Trauma in the film adaptation of

Jonathan Safran Foer’s book Extremely Loud & Incredibly Close:

The story is told through the perspective of Oscar, a remarkably perceptive, sensitive, and
intelligent boy. Unfortunately, Oscar experienced the death and loss of his father Thomas
Schell Jr. in the September 11th terrorist attacks on the world trade center. Oscar had a very
close relationship with his father. They had a shared passion for solving puzzles and
expeditions. Now, he is traumatized by his sudden passing.

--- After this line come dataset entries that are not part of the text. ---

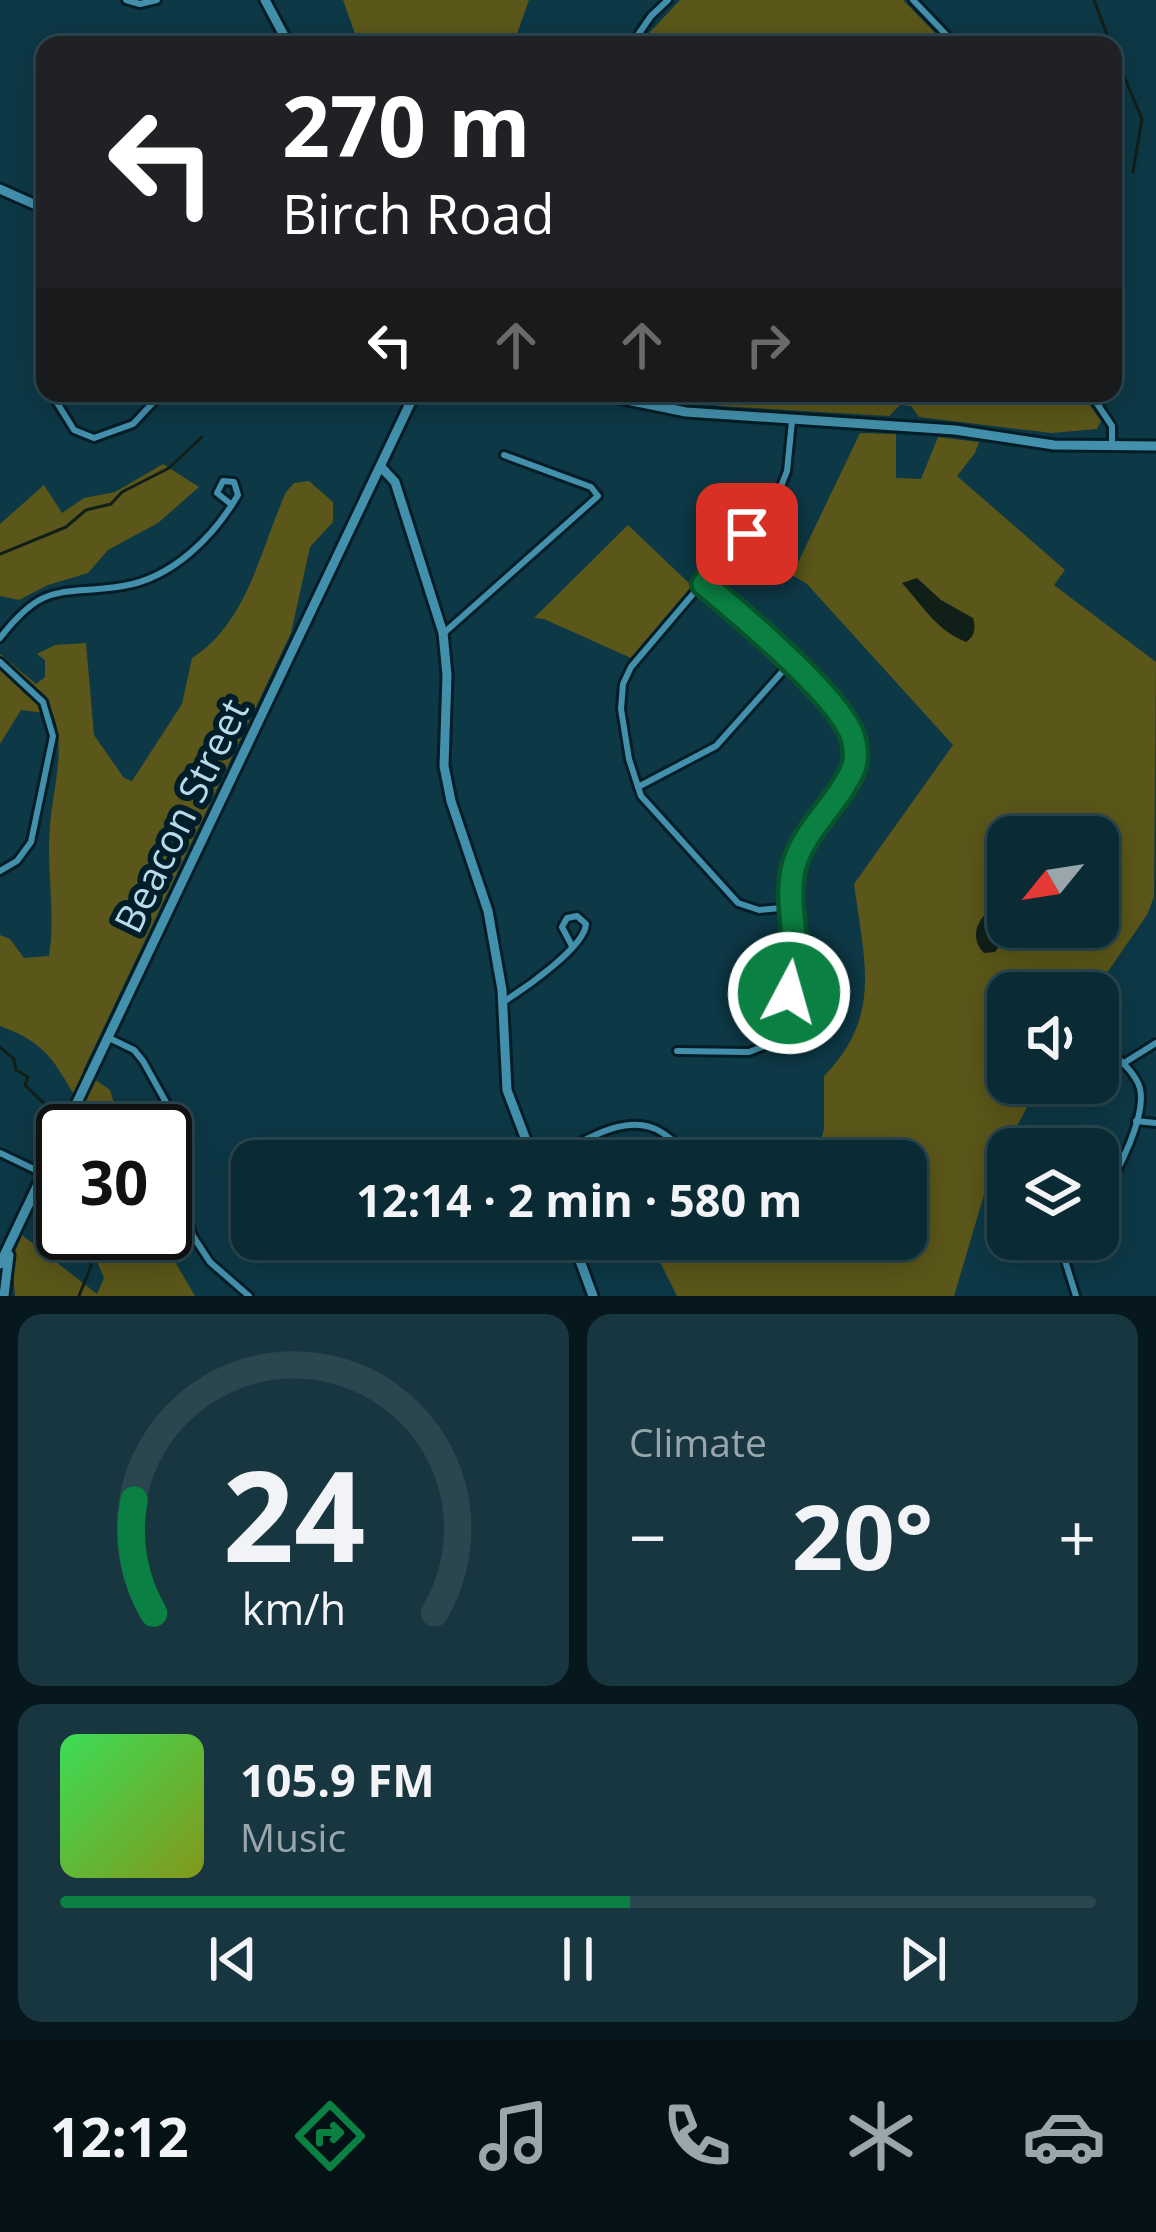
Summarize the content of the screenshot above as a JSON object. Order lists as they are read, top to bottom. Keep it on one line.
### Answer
{"streets":{"main road":["Beacon Street"]},"north":"bottom left","page":{"turn":["270 m","Birch Road"],"limit":"30","trip":"12:14 · 2 min · 580 m","tile":"Climate","heat":["−","20°","+"],"song":["105.9 FM","Music"],"tabs":"12:12","gauge":["24","km/h"]}}
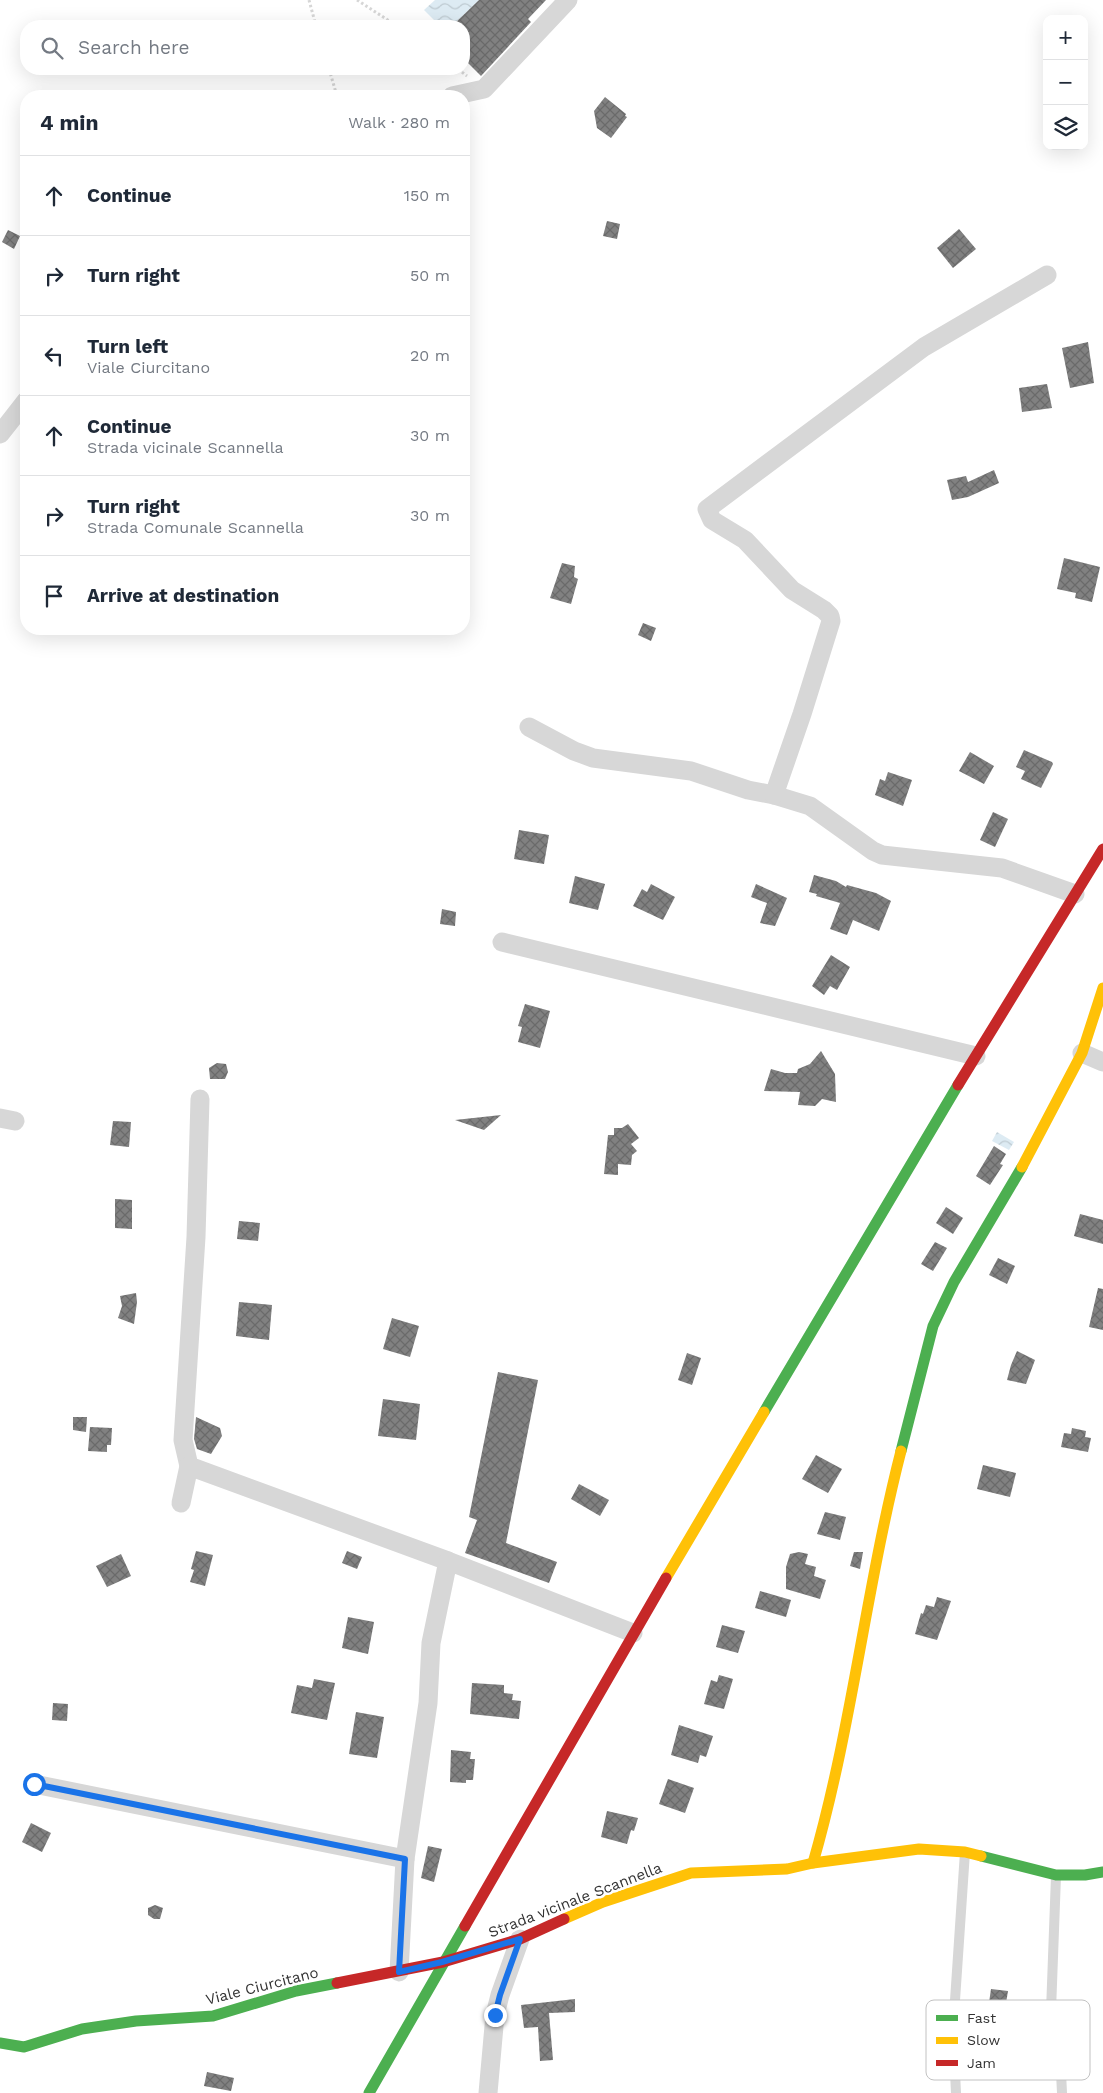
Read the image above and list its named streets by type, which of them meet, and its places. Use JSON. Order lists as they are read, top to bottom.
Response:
{
  "streets": {
    "street": ["Strada vicinale Scannella", "Viale Ciurcitano"]
  },
  "crossings": [
    ["Strada vicinale Scannella", "Viale Ciurcitano"]
  ],
  "legend": ["Fast", "Slow", "Jam"],
  "page": {
    "map_buttons": ["+", "−"],
    "search": "Search here",
    "heading": ["4 min", "Walk · 280 m"],
    "list": [
      ["Continue", "150 m"],
      ["Turn right", "50 m"],
      ["Turn left", "Viale Ciurcitano", "20 m"],
      ["Continue", "Strada vicinale Scannella", "30 m"],
      ["Turn right", "Strada Comunale Scannella", "30 m"],
      "Arrive at destination"
    ]
  }
}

Before his father died, he left some worrying phone messages. Oscar thinks he is the only
person who heard phone messages because being alone in the apartment. In order to prevent
anyone else from hearing the recorded messages, he bought a new phone and kept the old
answering machine hidden in his closet. It is the last secret Oscar shares with his beloved
father. However, he feels abandoned and hopeless most of the time. After a year of mourning,
he finds a key (in a pouch that says ‘Black’) in a blue vase that he broke into pieces
accidentally. He starts a ‘reconnaissance expedition no. 6’ to find the owner of the mysterious
key named Black, and in that way, he tries to cope with grief after his father’s death.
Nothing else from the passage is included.